Justiça italiana livra Zambelli e diz que Moraes não possui status de juiz

Corte Italiana Absolve Carla Zambelli e Questiona Atuação de Alexandre de Moraes

A Corte Suprema de Cassação da Itália, mais alta instância jurídica do país, tornou pública, em 11 de junho de 2026, a fundamentação do Acórdão 21634/2026. Este documento histórico não apenas confirmou a liberdade de Carla Zambelli, parlamentar brasileira, após quase dez meses de detenção em Roma, mas também lança luz crítica sobre a atuação do Ministro Alexandre de Moraes, do Supremo Tribunal Federal (STF) do Brasil, questionando diretamente sua imparcialidade judicial.

A decisão italiana identifica “insuficiência e ilogicidade da fundamentação” referente ao acúmulo de funções atribuído ao ministro. Moraes atuou, no processo contra Zambelli, simultaneamente como vítima, juiz de primeira instância, juiz de segunda instância e juiz da execução penal. Essa quádrupla atribuição, aponta a Corte, viola de forma expressa os princípios fundamentais de imparcialidade e independência do juiz, pilares de qualquer sistema judiciário democrático.

A Fragilidade da Imparcialidade e a Visão Europeia

A Corte de Cassação da Itália, ao analisar o caso, alinha-se ao entendimento do Tribunal Europeu dos Direitos Humanos, que estabelece que a imparcialidade judicial deve ser avaliada sob dois aspectos cruciais: o subjetivo e o objetivo. O aspecto objetivo, em particular, refere-se à existência de “elementos concretos que, mesmo aos olhos de um observador externo, justifiquem dúvidas sobre a imparcialidade do magistrado”.

Neste contexto, a decisão reforça a percepção de que, no Brasil, a figura do “observador externo” da justiça tem sido obscurecida, enquanto internamente, relações e compromissos pouco republicanos podem comprometer a clareza da avaliação. A Itália, portanto, expressa em papel timbrado e com trânsito em julgado, o que muitos no Brasil já percebiam: a atuação de Alexandre de Moraes não se enquadra nos preceitos de um juiz imparcial e independente.

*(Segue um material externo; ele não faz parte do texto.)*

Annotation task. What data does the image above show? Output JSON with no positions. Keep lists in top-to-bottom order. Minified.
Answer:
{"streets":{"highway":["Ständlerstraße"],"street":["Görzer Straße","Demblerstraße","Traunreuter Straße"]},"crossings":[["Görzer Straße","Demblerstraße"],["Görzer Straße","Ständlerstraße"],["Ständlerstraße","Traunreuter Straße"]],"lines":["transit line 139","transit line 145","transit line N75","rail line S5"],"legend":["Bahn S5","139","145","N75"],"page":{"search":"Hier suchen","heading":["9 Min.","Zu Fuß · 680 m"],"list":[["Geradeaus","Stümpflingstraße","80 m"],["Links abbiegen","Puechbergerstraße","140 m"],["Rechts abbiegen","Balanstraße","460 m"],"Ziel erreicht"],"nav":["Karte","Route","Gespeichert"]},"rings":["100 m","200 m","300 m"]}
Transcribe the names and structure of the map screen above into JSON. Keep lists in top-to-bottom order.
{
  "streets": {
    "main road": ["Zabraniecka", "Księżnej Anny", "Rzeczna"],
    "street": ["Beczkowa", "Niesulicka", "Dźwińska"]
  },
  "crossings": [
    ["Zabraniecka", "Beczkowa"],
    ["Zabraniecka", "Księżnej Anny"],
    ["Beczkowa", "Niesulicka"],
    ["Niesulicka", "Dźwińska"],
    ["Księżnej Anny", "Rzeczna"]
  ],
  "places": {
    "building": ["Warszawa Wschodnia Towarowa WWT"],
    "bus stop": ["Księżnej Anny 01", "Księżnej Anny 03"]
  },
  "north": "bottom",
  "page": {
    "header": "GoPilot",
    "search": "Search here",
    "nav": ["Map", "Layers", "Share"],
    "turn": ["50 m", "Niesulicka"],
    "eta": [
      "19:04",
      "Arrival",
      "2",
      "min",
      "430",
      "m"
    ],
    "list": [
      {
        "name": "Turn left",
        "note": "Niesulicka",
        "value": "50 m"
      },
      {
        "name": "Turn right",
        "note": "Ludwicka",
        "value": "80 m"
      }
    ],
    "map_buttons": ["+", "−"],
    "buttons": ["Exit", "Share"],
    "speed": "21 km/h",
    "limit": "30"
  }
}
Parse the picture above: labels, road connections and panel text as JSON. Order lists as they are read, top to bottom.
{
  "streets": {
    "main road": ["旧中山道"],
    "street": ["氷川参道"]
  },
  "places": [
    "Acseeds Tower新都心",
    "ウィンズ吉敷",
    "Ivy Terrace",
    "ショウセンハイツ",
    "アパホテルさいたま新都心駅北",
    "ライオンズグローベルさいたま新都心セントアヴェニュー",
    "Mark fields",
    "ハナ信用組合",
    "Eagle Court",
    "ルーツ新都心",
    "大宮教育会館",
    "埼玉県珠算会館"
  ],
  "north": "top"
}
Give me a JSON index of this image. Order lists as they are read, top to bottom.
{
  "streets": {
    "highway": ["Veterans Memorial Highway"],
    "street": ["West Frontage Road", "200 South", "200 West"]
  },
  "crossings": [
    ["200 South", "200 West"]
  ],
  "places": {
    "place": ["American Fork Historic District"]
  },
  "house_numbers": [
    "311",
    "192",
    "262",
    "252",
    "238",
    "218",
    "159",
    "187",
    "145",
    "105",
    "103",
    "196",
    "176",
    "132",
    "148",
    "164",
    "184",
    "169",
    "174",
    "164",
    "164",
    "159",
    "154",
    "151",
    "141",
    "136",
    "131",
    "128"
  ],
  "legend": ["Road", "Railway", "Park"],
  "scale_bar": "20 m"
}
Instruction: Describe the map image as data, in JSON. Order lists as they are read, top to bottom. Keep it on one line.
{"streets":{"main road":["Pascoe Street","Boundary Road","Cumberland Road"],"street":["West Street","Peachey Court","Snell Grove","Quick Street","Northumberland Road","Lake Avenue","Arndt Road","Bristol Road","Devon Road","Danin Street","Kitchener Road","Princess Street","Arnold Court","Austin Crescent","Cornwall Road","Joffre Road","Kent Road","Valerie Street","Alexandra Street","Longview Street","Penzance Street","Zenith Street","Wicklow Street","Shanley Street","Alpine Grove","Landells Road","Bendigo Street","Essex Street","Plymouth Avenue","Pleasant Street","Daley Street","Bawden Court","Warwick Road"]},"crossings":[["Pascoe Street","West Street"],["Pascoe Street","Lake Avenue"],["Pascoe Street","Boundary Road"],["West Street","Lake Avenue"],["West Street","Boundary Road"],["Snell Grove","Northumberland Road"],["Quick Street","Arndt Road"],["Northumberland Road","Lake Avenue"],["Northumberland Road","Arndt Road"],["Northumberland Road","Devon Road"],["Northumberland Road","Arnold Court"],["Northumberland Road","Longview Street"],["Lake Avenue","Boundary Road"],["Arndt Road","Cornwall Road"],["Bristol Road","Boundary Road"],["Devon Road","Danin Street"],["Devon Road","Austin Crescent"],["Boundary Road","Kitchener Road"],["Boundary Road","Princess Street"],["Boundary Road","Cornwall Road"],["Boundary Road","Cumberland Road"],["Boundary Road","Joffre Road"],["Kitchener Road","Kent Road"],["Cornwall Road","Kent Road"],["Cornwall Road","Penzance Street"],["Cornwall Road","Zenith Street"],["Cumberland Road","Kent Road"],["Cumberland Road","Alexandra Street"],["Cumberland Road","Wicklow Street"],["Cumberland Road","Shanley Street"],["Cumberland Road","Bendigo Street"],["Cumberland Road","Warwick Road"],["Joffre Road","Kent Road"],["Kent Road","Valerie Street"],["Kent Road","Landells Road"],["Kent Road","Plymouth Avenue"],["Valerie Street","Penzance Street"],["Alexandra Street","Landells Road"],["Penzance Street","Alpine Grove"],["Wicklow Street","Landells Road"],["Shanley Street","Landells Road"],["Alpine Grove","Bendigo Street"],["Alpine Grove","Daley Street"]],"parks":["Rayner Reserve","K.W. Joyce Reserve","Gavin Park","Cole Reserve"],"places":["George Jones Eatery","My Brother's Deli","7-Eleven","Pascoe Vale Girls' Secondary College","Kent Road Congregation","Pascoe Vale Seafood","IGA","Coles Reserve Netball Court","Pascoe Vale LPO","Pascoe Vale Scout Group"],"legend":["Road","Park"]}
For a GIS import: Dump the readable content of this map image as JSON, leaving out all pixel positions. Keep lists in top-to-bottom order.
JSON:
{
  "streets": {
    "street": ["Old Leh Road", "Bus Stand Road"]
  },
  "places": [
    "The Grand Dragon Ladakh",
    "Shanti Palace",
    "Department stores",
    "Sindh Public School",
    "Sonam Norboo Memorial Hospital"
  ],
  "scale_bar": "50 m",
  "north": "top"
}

A importância desta fundamentação reside em sua capacidade de expor, a um público internacional e sob o crivo de um Estado de Direito funcional, as inconsistências percebidas no sistema judicial brasileiro. Para a Justiça europeia continental, a separação de papéis é um pilar irrenunciável, garantindo a proteção do direito de defesa e a lisura dos processos.

O Padrão de Alertas Internacionais sobre a Atuação de Moraes

A decisão da Corte Suprema de Cassação da Itália não surge como um evento isolado, mas como mais um capítulo em uma série de diagnósticos internacionais que questionam a conduta de Alexandre de Moraes. Antes mesmo da libertação de Carla Zambelli, outras instâncias soberanas e entidades já haviam emitido alertas e tomadas decisões que corroboram a visão de uma possível perseguição política disfarçada de processo legal, apontando para um padrão preocupante.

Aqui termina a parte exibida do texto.